Page MenuHomePhabricator

Configure scheduled backups and WAL archiving to use our S3 endpoint
Closed, ResolvedPublic

Description

Once we have configured our Ceph cluster to expose buckets implementing the s3 buckets, we could then configure regular backups as well as WAL archiving to using an s3 bucket in Ceph.

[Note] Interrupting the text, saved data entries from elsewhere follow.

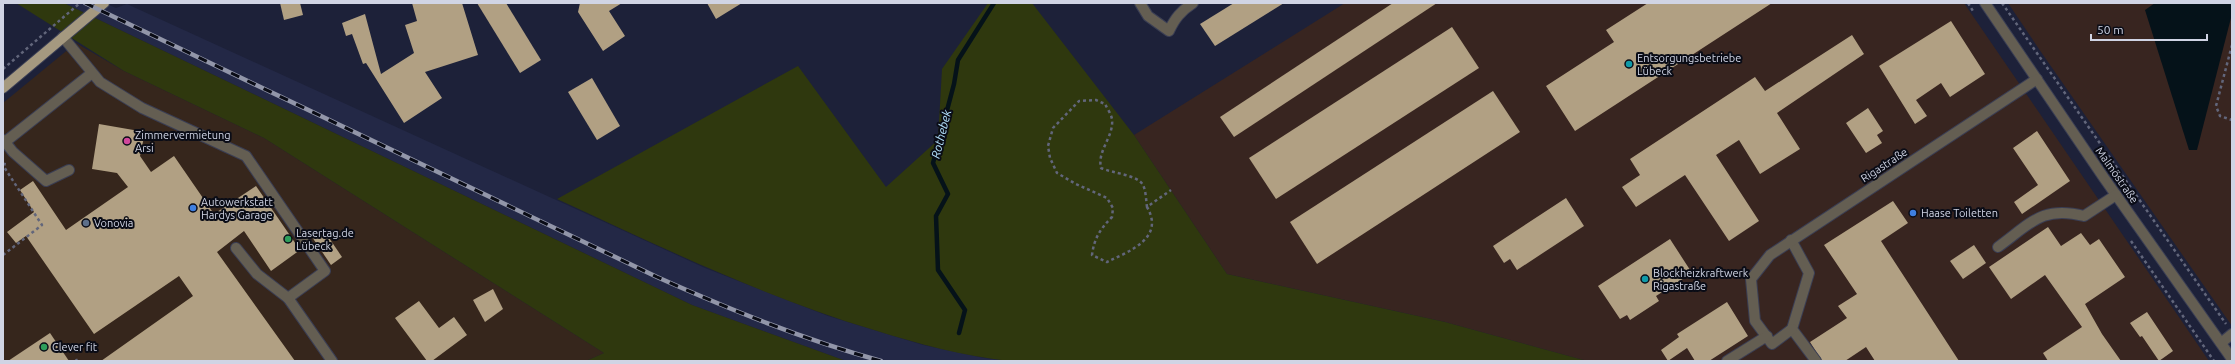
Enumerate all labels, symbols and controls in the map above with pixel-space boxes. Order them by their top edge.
scale bar [2091,16,2207,42]
text: 50 m [2097,23,2124,36]
place label: Entsorgungsbetriebe Lübeck [1637,52,1741,77]
marker: Entsorgungsbetriebe Lübeck [1624,59,1634,69]
water label: Rothebek [929,107,954,160]
place label: Zimmervermietung Arsi [135,129,231,154]
marker: Zimmervermietung Arsi [122,136,132,146]
street label: Rigastraße [1858,145,1910,185]
street label: Malmöstraße [2093,145,2141,205]
place label: Autowerkstatt Hardys Garage [201,196,274,221]
marker: Autowerkstatt Hardys Garage [188,203,198,213]
place label: Haase Toiletten [1921,207,1998,219]
marker: Haase Toiletten [1908,208,1918,218]
place label: Vonovia [94,217,133,229]
marker: Vonovia [81,218,91,228]
place label: Lasertag.de Lübeck [296,227,354,252]
marker: Lasertag.de Lübeck [283,234,293,244]
place label: Blockheizkraftwerk Rigastraße [1653,267,1749,292]
marker: Blockheizkraftwerk Rigastraße [1640,274,1650,284]
place label: Clever fit [52,341,98,353]
marker: Clever fit [39,342,49,352]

We'll need to determine the backup frequency as well, but we could start with daily backups.

Event Timeline

Gehel triaged this task as High priority.Aug 14 2024, 8:32 AM

Given that we have decided to use Ceph/S3 for the scheduled backup and WAL archive, I have added T330152: Deploy ceph radosgw processes to data-engineering cluster and T330153: Configure Anycast load-balancing ceph radosgw services on the data-engineering cluster as parent tickets of this one, then put them into our new milestone.

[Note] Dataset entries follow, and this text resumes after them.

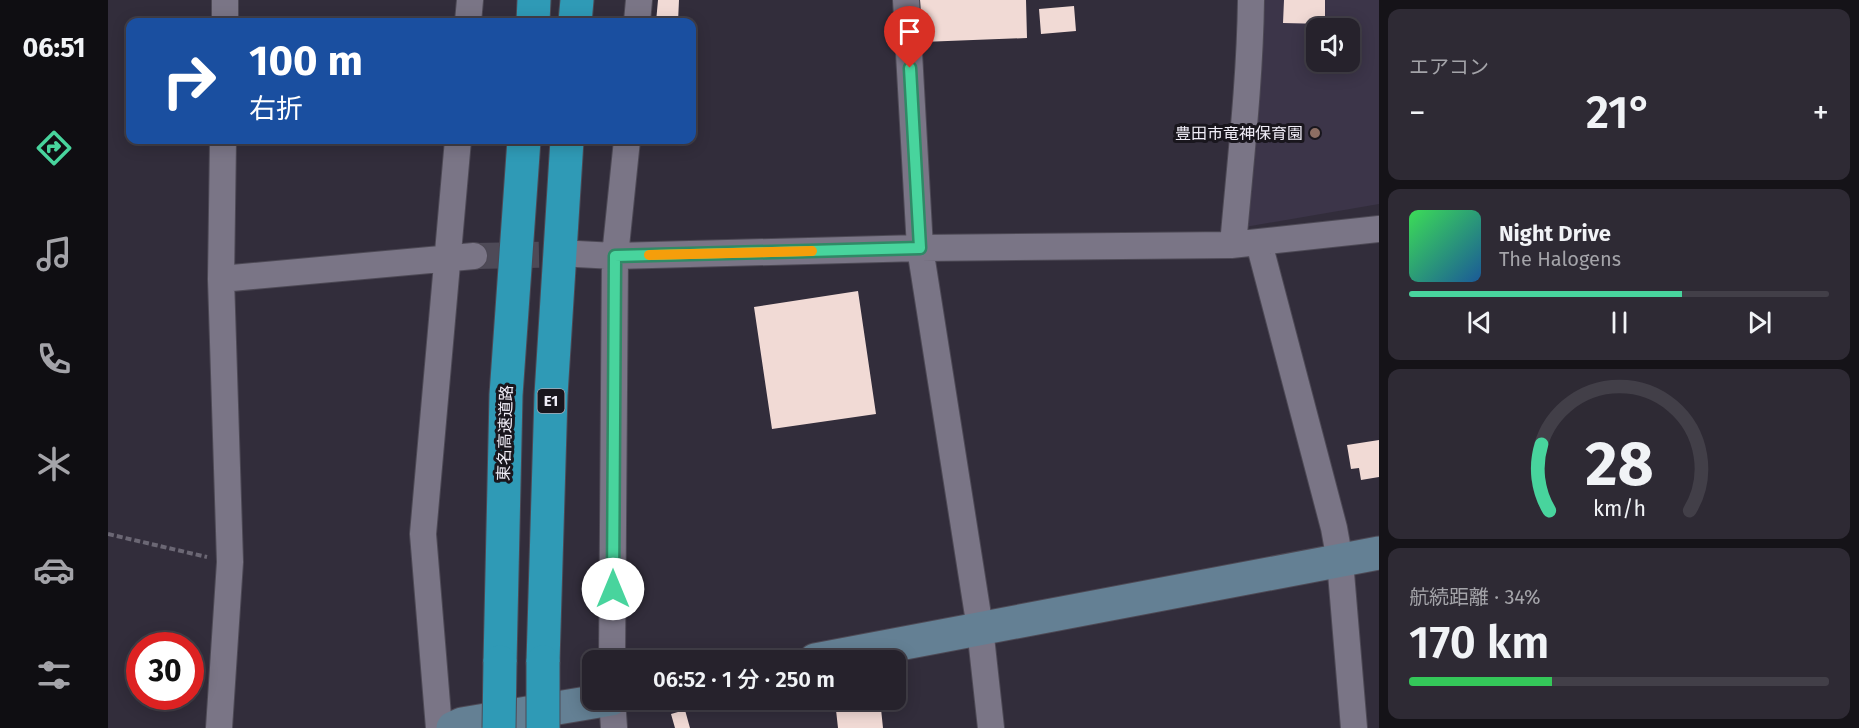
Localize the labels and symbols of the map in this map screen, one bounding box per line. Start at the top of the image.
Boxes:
pin [884,6,935,68]
place label: 豊田市竜神保育園 [1175,124,1303,143]
marker: 豊田市竜神保育園 [1308,126,1322,140]
street label: 東名高速道路 [494,385,516,481]
road number: E1 [538,389,564,413]
position arrow [581,557,645,621]
speed limit sign: 30 [126,632,204,710]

The original deck says about Postgresql backups...

Frequent backups to external storage. These may be streaming or snapshots, or both.

The only concern that I have about using our Ceph cluster's S3 interface for the database WAL backup and backups, is that it doesn't necessarily count as external storage.

If the ceph cluster is down, then both the CSI interface providing PotgreSQL's block storage and the S3 interface hosting the backups will be unavailable.

On the other hand, using our own Ceph cluster for the WAL streaming and backups also makes a lot of sense, since it is optimised for this combined role.

So my feeling is that we should use Ceph/S3, but that we should have an additional backup mechanism that regularly exports our PostgreSQL database backups from the S3 bucket to local disk, from where they can be backed again to Bacula, offering disaster recovery potential.

Ok, this one took a lot of work to figure out, so I'm going to dump all the details here before I forget.

First off, I encountered a bug in which calling barman-cloud-backup erred with

FileNotFoundError: [Errno 2] No usable temporary directory found in ['/tmp', '/var/tmp', '/usr/tmp', '/']

I checked, and indeed, each of these directories are read-only, due to the controller hardcoding readOnlyFilesystem: true for the postgresql pods.

However, the controller mounts an ephemeral volume to both /run and /controller (the same volume, actually), so we can tell python (barman tools are written in python) to consider /run as a temporary directory when calling tempfile.mkdtemp by setting the TMPDIR value to /run, as see here.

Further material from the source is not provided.